Lazio was also unable to compensate for George W. Bush's poor 35 percent showing in the state. He did run ahead of Bush by polling 42 percent, but was unable to find a sufficiently large number of independents willing to vote for both Al Gore and himself. He only was able to hold onto a 50 percent to 47 percent lead over Hillary in the Republican stronghold of upstate New York, hardly enough to overcome her huge advantage in New York City. On top of this, Lazio's House seat went Democratic, as a conservative third-party insurgency siphoned off enough votes to prevent the election of the first black woman Republican to Congress in history.
While Senate GOP liberals Olympia Snowe of Maine and Jim Jeffords of Vermont were reelected by wide margins and Lincoln Chaffee held onto his father's Senate seat, key conservative incumbents were defeated. Sen. John Ashcroft's defense of the family and limited government earned him a reputation as one of the nation's leading conservative officeholders, with many on the right speaking of him as presidential material. Ashcroft had even considered a run for the GOP nod this year.
But he found himself locked in a tight reelection fight against popular Democratic Missouri Gov. Mel Carnahan. As the heated campaign was coming to a close, polls showed Ashcroft building a slim lead over his opponent - until the country was jarred by Carnahan's tragic death in a private plane crash. Jane Carnahan, the governor's widow, said she would accept a gubernatorial appointment to her late husband's seat, which resulted in a sympathy vote that changed the outcome of an election. Ashcroft narrowly lost the race and Carnahan's coattails allowed Democrat Eric Holden to upset another fine conservative, Congressman Jim Talent (an unsung hero of the welfare reform debate), in the governor's race.
Despite the dubious legal nature of a corpse winning election to the US Senate, the equally questionable ruling by a Democratic judge to extend polling beyond the prescribed hours in order to boost Democratic turnout and the shameless exploitation of Carnahan's death by Missouri Democrats, Ashcroft graciously conceded rather than fight the results. Perhaps he should send a memo to the vice president.

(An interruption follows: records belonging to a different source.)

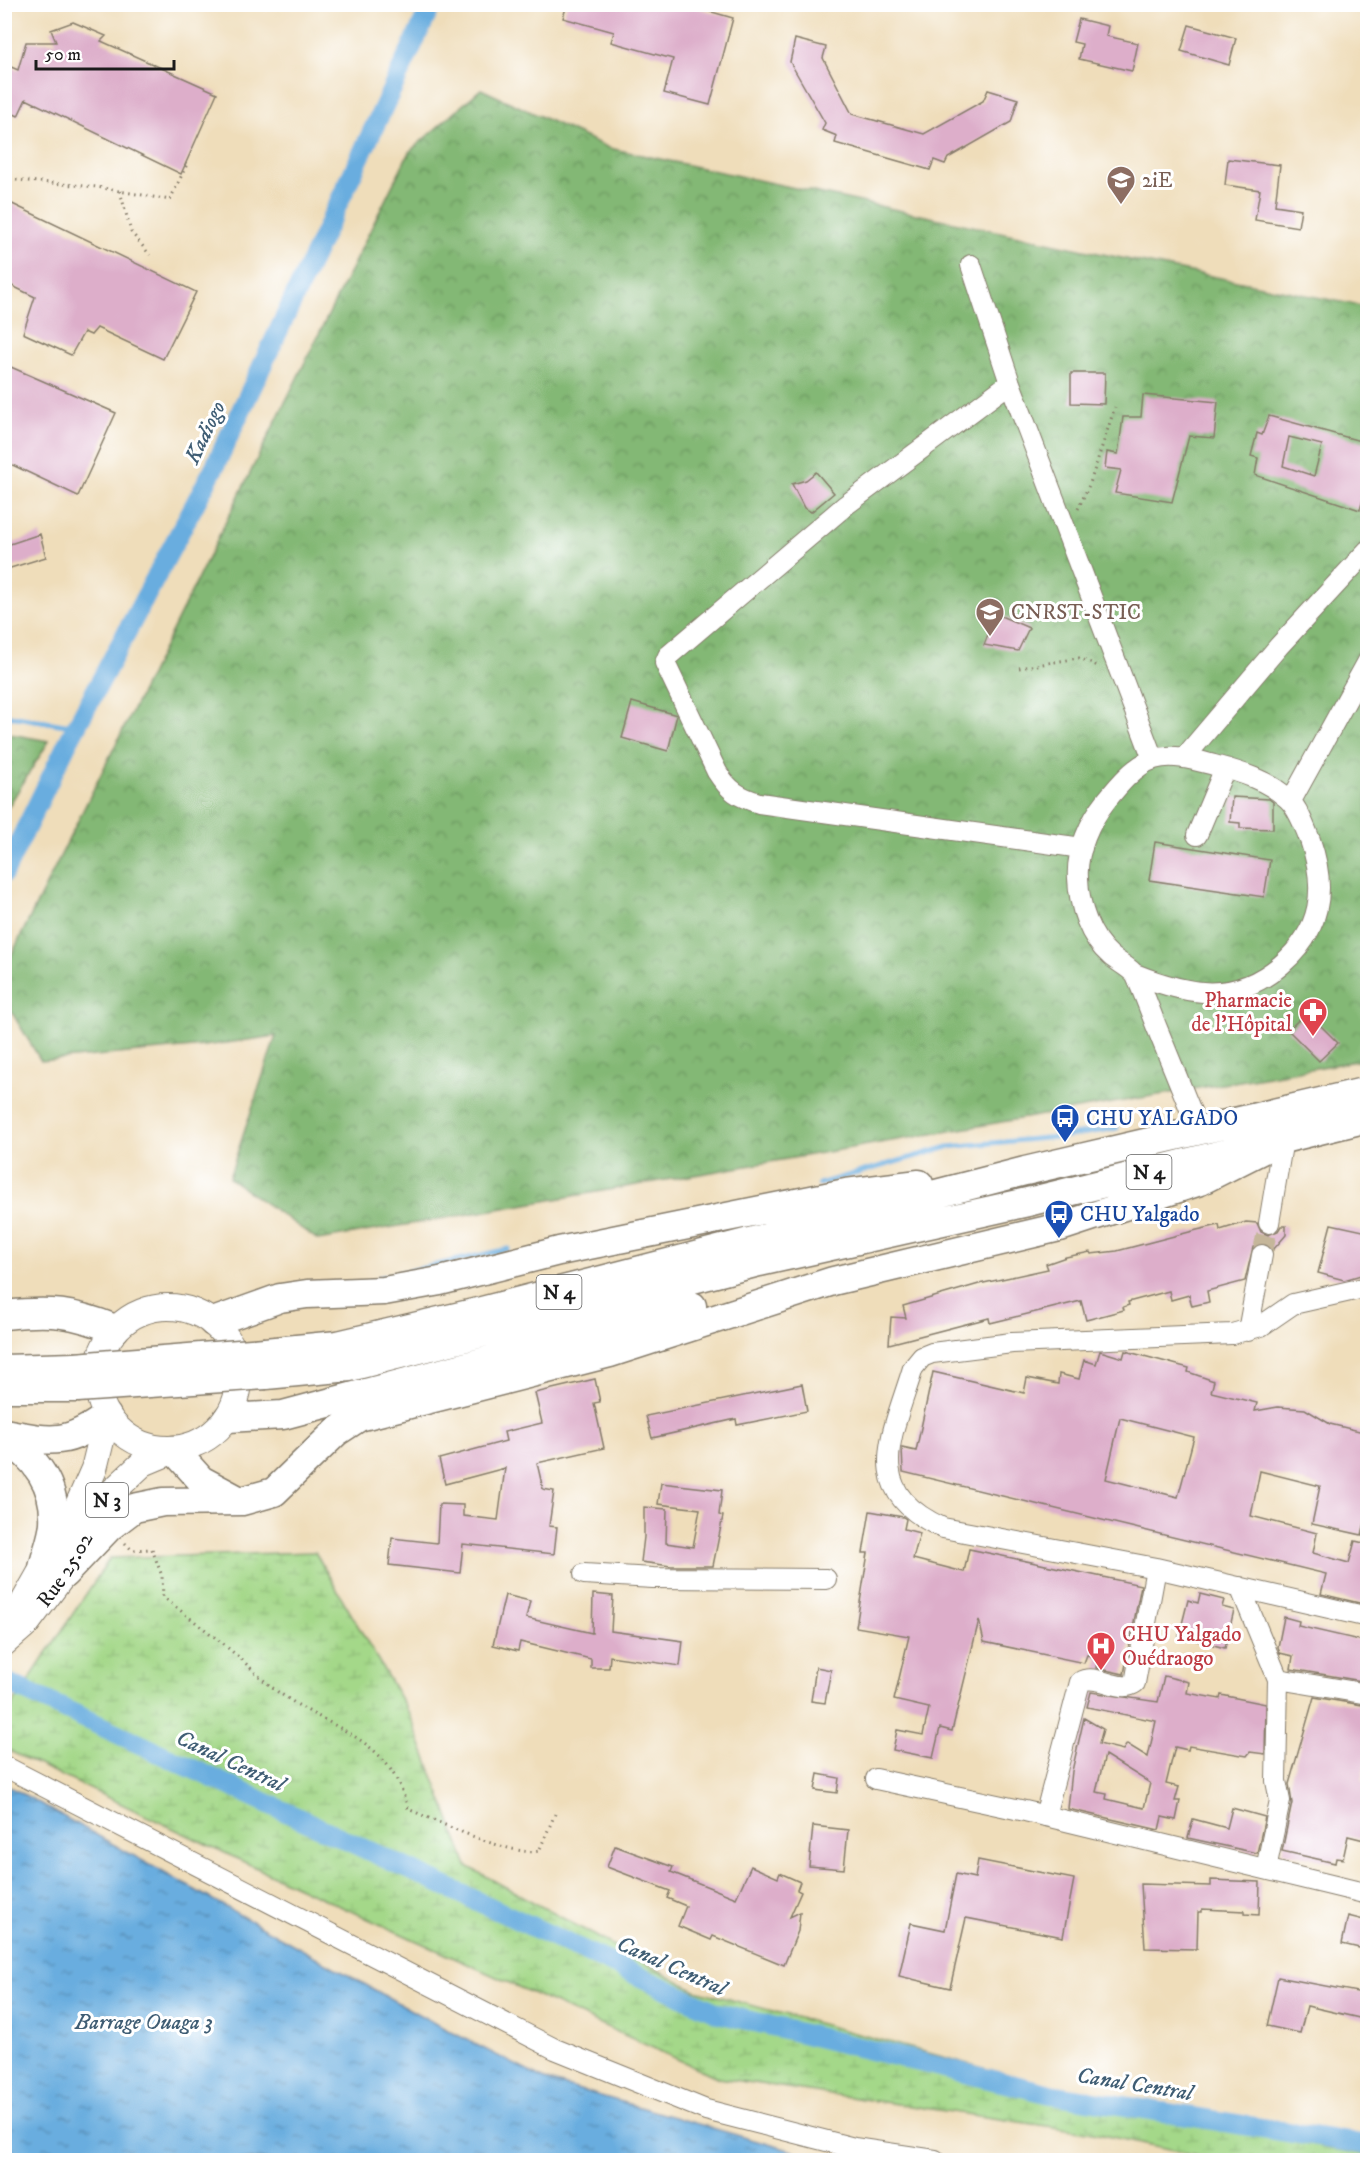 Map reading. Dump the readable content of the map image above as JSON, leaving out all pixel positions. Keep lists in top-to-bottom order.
{
  "streets": {
    "highway": ["N 4"],
    "main road": ["N 3", "Rue 25.02"]
  },
  "crossings": [
    ["N 3", "Rue 25.02"]
  ],
  "water": ["Kadiogo", "Canal Central", "Barrage Ouaga 3"],
  "places": {
    "school or university": ["2iE", "CNRST-STIC"],
    "pharmacy": ["Pharmacie de l'Hôpital"],
    "bus stop": ["CHU YALGADO", "CHU Yalgado"],
    "hospital": ["CHU Yalgado Ouédraogo"]
  },
  "scale_bar": "50 m"
} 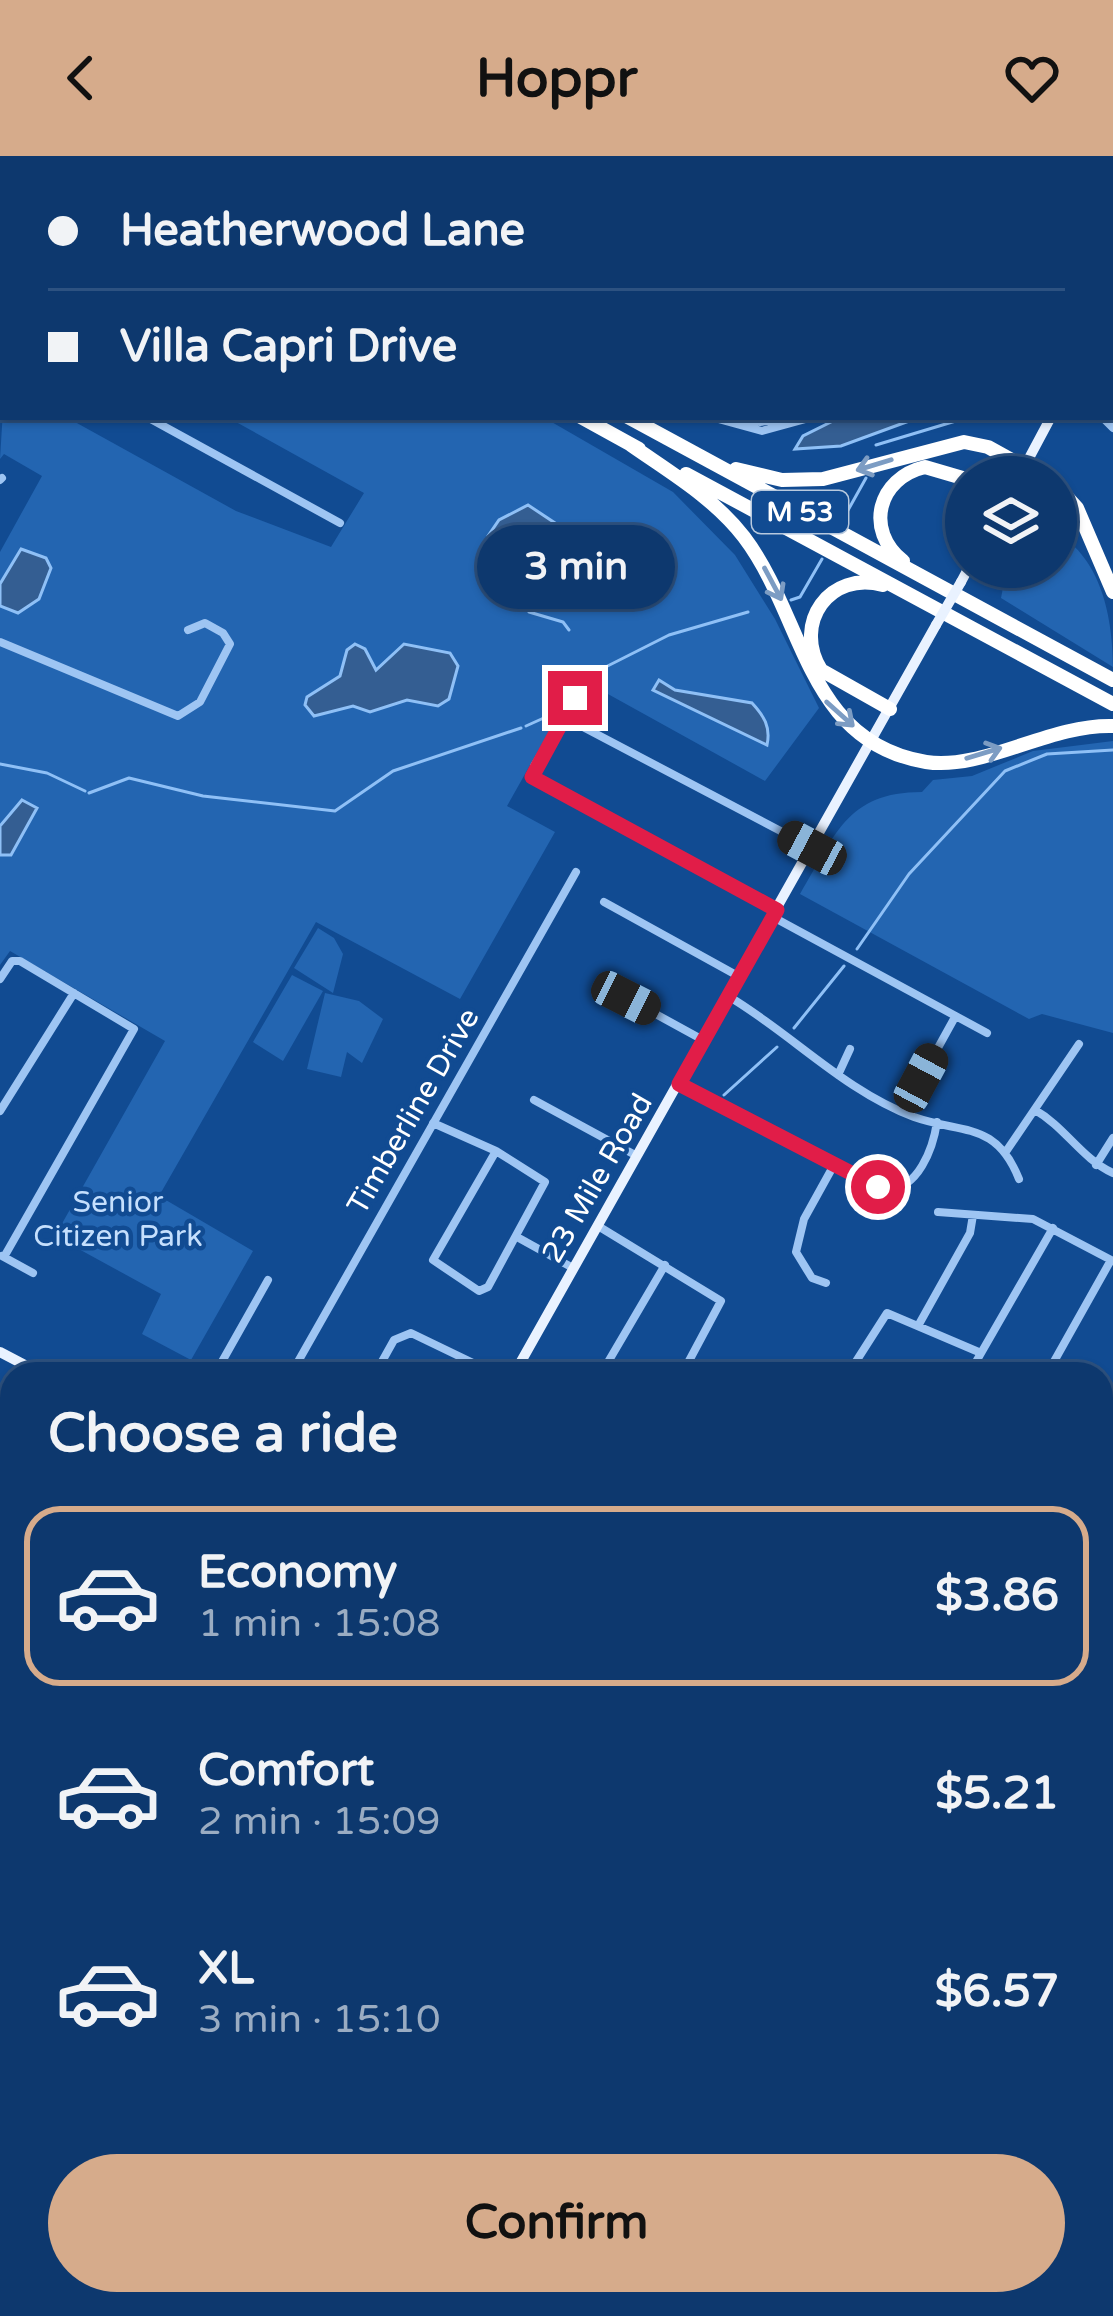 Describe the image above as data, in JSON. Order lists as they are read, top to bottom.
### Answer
{
  "streets": {
    "highway": ["M 53"],
    "main road": ["23 Mile Road"],
    "street": ["Timberline Drive"]
  },
  "parks": ["Senior Citizen Park"],
  "page": {
    "header": "Hoppr",
    "banner": ["Heatherwood Lane", "Villa Capri Drive"],
    "bubble": "3 min",
    "heading": "Choose a ride",
    "list": [
      {
        "name": "Economy",
        "note": "1 min · 15:08",
        "value": "$3.86"
      },
      {
        "name": "Comfort",
        "note": "2 min · 15:09",
        "value": "$5.21"
      },
      {
        "name": "XL",
        "note": "3 min · 15:10",
        "value": "$6.57"
      }
    ],
    "buttons": "Confirm"
  }
} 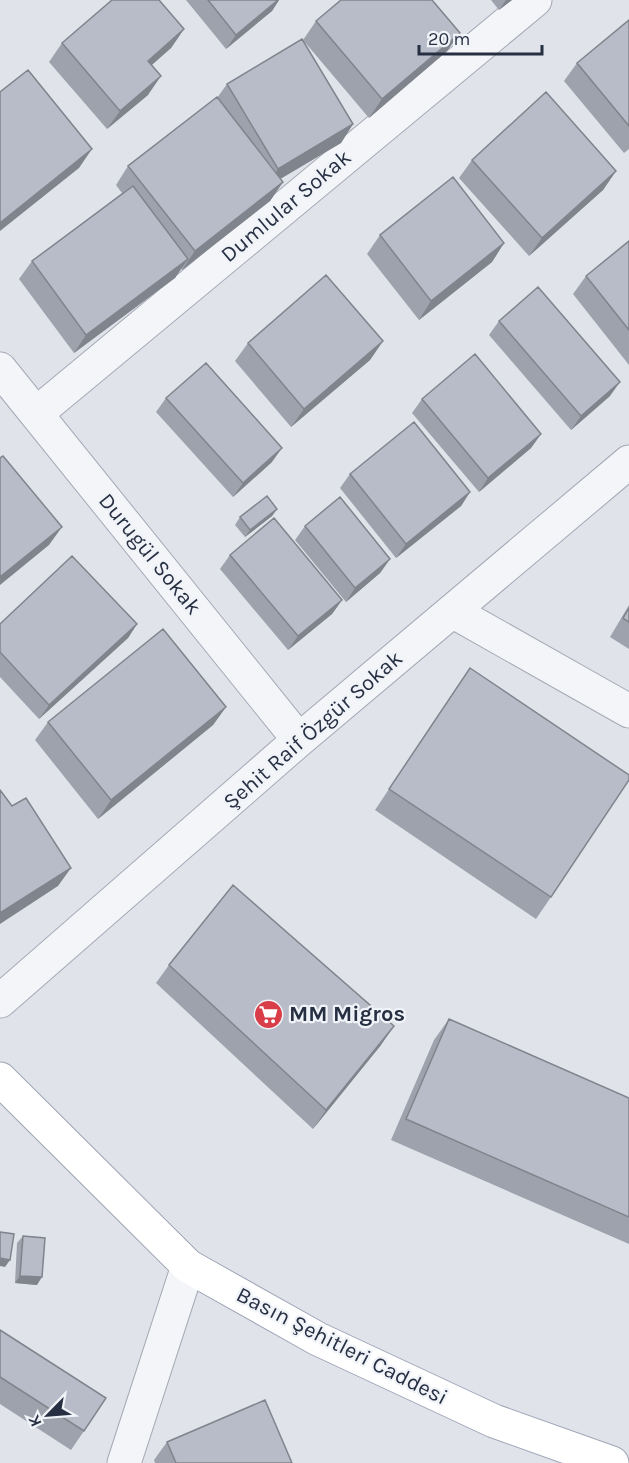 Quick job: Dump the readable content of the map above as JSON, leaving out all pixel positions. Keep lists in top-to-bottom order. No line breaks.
{"streets":{"main road":["Basın Şehitleri Caddesi"],"street":["Dumlular Sokak","Durugül Sokak","Şehit Raif Özgür Sokak"]},"crossings":[["Dumlular Sokak","Durugül Sokak"],["Durugül Sokak","Şehit Raif Özgür Sokak"]],"places":{"supermarket":["MM Migros"]},"scale_bar":"20 m","north":"bottom left"} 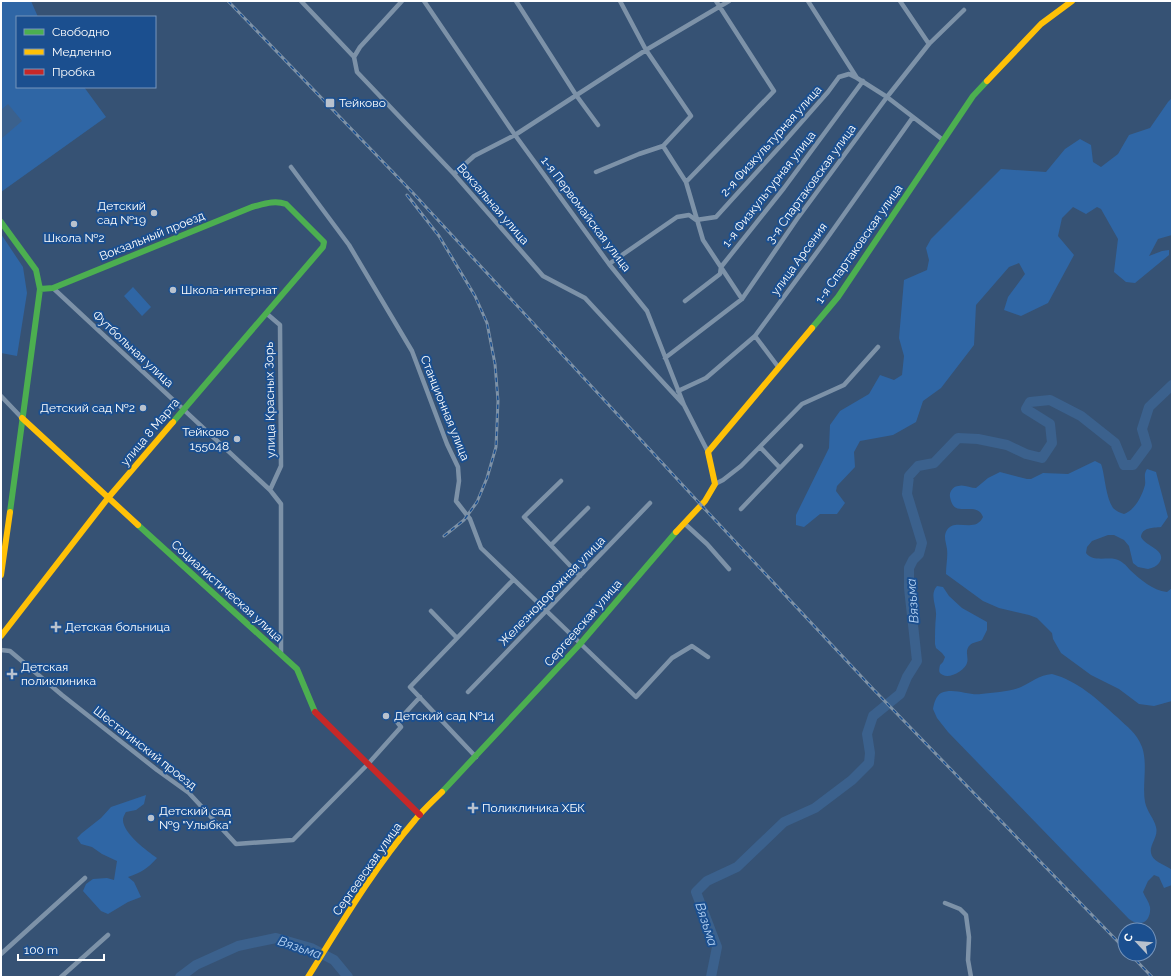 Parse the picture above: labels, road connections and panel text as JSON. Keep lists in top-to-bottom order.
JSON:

Another bitter pill for conservatives to swallow was the narrow defeat of Sen. Spencer Abraham by liberal Rep. Debbie Staenow in the Michigan Senate race. Abraham was the leading supply-sider in a Congress that no longer had the likes of Jack Kemp, a seasoned political veteran who had chaired the Michigan Republican Party and coordinated its revival alongside John Engler. In addition to being a reliable vote for removing trade barriers, rescinding regulations and protecting the unborn, he was a leader on school choice, welfare reform and pro-growth tax cuts. That Spence Abraham did not survive this close challenge (he led in most polls, but was also well below the crucial 50 percent mark for incumbents) was deeply disappointing. Sen. William Roth of Delaware, the man who co-authored the famed pro-growth Kemp-Roth tax cut that eventually became the basis of the Reagan tax cuts in 1981, also went down to defeat.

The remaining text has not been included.